Working in the space of custom Encoders/ExpressionEncoders, I've noticed
that the StructType schema as set when creating an object of the
ExpressionEncoder[T] class  is not the schema actually used to set types
for the columns of a Dataset, as created by using the .as(encoder) method
 on read data. Instead, what occurs is that the schema is either
inferred through analysis of the data, or a schema can be provided using
the .schema(structType) method  of the DataFrameReader. However, when
using the .schema(..) method of DataFrameReader, potentially undesirable
behaviour occurs: while the DataSource is being resolved, all FieldTypes of
the a StructType schema have their nullability set to *true* (using the
asNullable function of StructTypes)  when the data is read from a local
file, as opposed to a non-streaming source.
Of course, allowing null-values where they shouldn't exist can weaken the
type-guarantees for DataSets over certain types of encoded data.
Thinking on how this might be resolved, first, if it's a legitimate bug,
I'm not sure why "non-streaming file based" datasources need to have their
StructFields all rendered nullable. Simply removing the call to asNullable
would fix the issue.
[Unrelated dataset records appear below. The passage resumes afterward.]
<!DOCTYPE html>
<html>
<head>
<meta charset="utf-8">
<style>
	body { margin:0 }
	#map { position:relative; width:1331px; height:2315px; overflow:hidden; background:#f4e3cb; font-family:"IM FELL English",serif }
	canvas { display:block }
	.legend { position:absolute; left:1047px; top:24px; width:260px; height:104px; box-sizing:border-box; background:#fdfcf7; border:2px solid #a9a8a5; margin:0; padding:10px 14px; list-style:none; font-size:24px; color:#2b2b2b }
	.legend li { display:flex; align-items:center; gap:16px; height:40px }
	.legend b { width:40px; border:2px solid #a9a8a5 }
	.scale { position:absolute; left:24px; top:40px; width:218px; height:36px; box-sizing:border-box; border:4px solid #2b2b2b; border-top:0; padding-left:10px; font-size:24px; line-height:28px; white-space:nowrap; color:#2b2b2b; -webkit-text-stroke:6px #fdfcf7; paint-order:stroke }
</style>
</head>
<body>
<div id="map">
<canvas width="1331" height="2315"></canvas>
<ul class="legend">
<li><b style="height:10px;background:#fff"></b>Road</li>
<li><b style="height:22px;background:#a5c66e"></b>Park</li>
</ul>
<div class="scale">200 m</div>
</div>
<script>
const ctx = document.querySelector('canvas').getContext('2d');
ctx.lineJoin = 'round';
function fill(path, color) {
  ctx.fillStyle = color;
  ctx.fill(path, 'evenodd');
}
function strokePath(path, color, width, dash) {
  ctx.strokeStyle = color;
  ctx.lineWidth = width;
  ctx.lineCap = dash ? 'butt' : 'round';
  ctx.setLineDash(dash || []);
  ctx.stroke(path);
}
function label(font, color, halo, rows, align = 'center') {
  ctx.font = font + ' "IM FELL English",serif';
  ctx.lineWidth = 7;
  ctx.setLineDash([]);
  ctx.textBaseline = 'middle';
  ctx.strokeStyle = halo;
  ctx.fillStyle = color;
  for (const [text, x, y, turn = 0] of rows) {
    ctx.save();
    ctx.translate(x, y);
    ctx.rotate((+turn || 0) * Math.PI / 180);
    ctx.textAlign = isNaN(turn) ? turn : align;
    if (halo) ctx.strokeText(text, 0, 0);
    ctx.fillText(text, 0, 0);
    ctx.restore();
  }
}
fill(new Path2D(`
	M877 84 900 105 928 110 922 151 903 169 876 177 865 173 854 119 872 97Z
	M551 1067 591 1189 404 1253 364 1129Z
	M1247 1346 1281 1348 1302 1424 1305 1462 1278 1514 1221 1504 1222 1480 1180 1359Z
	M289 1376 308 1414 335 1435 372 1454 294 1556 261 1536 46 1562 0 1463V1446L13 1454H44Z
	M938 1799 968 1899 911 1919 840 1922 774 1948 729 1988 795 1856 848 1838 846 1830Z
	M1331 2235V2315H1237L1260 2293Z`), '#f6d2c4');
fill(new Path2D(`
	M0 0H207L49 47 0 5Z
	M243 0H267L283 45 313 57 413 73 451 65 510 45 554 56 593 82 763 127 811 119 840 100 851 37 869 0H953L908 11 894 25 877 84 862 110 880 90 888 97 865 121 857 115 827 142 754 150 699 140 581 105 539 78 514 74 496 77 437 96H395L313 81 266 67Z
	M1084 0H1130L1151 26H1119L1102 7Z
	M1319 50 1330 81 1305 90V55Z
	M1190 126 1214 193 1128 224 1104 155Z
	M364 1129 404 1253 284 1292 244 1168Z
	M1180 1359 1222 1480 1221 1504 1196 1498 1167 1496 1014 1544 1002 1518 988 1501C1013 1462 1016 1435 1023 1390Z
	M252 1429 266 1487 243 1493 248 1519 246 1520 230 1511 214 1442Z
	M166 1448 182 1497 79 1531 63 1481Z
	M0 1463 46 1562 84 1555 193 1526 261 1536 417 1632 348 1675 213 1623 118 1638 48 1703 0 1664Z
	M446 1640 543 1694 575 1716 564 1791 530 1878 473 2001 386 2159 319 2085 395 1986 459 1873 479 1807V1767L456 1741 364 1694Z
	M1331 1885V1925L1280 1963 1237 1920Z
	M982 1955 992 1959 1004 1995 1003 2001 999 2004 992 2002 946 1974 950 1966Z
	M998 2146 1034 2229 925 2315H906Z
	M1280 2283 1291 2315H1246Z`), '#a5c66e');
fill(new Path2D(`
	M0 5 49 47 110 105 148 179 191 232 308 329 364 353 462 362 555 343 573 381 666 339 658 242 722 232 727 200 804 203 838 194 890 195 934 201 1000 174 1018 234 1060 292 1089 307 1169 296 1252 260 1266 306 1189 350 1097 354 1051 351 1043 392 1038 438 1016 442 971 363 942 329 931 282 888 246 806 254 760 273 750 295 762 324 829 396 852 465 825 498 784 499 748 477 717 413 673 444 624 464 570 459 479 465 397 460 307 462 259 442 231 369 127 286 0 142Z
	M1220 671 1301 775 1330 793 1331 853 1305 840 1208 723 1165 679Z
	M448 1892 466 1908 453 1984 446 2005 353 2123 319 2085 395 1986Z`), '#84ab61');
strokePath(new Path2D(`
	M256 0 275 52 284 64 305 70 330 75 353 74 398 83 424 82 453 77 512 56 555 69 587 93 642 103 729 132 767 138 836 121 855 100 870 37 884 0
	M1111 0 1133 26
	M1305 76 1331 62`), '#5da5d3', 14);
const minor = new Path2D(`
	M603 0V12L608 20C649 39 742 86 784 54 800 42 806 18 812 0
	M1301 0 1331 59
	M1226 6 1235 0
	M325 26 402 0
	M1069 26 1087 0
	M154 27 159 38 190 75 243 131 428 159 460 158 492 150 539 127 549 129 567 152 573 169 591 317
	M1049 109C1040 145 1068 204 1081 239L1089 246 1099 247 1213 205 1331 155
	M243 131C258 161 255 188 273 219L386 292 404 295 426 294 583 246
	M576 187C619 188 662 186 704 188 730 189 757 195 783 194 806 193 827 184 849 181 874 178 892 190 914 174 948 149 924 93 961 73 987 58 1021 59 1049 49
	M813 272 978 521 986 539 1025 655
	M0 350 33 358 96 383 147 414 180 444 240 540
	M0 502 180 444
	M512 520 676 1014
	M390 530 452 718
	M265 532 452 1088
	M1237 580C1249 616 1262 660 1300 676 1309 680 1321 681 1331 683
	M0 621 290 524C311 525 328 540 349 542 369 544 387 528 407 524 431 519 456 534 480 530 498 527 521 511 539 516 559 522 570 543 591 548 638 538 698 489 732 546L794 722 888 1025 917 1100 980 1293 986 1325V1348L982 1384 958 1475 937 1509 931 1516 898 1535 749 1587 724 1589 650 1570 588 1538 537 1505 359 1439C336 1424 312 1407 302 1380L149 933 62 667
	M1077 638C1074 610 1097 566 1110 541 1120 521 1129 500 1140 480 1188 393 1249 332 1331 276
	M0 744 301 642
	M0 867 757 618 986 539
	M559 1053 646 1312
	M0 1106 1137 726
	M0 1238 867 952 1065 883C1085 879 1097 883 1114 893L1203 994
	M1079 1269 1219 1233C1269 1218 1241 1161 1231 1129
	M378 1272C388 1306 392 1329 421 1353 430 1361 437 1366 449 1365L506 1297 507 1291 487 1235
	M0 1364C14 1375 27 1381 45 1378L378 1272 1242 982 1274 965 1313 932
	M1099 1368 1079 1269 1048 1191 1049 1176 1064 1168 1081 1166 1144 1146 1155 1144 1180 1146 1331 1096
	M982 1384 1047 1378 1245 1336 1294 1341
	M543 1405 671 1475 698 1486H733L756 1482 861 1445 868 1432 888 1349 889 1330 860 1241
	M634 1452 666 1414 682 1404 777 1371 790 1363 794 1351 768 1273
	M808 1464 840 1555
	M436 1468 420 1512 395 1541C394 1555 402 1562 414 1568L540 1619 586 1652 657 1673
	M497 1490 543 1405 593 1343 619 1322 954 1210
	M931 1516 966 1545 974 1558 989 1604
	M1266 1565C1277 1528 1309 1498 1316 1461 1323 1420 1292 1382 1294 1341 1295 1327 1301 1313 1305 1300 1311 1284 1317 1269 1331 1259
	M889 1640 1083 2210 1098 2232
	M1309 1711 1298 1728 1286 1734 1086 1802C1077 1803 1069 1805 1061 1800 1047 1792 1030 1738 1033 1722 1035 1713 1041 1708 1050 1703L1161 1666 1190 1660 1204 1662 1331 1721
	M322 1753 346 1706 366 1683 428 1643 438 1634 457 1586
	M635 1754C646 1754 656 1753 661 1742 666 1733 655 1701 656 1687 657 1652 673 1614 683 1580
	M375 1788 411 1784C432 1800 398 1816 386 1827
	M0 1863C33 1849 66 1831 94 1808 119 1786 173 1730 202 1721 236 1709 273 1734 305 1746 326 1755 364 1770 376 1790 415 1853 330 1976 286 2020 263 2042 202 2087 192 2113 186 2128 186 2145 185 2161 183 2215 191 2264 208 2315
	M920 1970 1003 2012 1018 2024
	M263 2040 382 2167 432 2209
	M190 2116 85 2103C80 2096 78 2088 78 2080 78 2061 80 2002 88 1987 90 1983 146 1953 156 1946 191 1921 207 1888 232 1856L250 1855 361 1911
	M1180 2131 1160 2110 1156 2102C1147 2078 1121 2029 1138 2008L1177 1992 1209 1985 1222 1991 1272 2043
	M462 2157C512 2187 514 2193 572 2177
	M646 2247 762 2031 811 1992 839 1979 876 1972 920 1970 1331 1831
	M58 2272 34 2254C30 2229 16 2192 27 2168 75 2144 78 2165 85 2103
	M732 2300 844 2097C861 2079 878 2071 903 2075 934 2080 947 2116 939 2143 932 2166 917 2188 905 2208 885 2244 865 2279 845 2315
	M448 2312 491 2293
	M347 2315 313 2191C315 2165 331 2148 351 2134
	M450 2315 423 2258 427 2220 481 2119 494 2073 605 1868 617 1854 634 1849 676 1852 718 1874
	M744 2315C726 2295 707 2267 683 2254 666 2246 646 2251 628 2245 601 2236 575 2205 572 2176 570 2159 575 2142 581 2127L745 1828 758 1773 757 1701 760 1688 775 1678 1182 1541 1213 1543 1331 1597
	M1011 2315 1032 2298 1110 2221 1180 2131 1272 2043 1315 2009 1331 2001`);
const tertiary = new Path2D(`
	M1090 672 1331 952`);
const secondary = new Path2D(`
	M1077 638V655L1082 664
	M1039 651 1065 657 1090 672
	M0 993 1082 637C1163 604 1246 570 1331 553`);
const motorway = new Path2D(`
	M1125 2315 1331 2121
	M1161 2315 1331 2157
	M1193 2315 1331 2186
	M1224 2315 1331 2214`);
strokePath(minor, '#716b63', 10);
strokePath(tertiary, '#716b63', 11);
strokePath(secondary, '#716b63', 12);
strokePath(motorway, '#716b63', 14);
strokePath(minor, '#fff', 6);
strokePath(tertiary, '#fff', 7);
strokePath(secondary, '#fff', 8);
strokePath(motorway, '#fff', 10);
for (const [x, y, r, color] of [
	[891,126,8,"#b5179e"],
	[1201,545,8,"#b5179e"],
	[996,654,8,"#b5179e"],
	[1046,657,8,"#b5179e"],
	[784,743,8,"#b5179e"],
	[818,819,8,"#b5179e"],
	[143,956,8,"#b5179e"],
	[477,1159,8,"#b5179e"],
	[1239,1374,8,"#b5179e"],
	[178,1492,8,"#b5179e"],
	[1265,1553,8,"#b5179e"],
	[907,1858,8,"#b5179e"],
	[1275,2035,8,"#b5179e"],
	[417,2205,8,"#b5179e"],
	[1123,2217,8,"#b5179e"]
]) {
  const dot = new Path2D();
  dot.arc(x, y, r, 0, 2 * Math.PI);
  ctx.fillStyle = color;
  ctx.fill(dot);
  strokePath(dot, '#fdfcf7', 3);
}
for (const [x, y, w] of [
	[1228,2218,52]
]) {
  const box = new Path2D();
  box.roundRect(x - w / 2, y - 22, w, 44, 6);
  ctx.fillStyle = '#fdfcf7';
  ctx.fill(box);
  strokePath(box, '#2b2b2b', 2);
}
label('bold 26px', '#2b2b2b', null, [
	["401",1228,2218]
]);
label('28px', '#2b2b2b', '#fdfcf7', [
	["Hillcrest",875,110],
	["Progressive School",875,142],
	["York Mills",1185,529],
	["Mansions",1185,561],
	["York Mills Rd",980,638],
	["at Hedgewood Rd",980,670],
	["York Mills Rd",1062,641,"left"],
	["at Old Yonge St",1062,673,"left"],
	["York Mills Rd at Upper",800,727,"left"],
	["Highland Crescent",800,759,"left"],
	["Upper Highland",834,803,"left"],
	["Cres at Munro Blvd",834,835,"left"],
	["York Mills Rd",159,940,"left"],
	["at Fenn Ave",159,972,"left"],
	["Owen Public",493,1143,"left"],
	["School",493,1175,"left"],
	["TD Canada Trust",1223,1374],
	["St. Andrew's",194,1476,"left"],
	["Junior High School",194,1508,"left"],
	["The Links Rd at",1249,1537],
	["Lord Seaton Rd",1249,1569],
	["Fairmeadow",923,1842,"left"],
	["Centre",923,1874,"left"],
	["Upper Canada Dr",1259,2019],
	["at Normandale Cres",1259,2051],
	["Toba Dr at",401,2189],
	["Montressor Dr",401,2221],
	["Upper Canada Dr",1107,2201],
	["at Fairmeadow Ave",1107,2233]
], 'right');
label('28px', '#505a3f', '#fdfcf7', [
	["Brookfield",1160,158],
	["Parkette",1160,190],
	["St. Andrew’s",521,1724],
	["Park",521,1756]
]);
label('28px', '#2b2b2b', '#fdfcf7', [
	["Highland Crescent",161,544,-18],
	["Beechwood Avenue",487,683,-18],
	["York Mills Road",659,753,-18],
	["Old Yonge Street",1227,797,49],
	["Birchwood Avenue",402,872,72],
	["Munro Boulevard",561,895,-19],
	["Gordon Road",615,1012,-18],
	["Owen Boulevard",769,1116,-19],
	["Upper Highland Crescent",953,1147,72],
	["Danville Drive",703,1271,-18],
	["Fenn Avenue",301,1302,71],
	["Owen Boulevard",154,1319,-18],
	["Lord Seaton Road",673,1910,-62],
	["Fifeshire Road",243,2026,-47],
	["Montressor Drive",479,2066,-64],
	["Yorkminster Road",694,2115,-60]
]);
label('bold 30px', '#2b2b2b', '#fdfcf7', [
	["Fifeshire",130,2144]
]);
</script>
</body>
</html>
Second, if it's actually necessary for most
filesystem-read data-sources to have their StructFields potentially
nullable in this manner, we could instead let the StructType schema
provided to the Encoder have the final say in the DataSet's schema.
This latter option seems sensible to me: if a client is willing to provide
a custom Encoder via the .as(..) method on the reader, presumably in
setting the schema field of the encoder they have some legitimate notion of
how their object's types should be mapped to DataSet column types. Any
failure when resolving their data to a DataSet by means of their Encoder
can then be traced to their Encoder for their own debugging.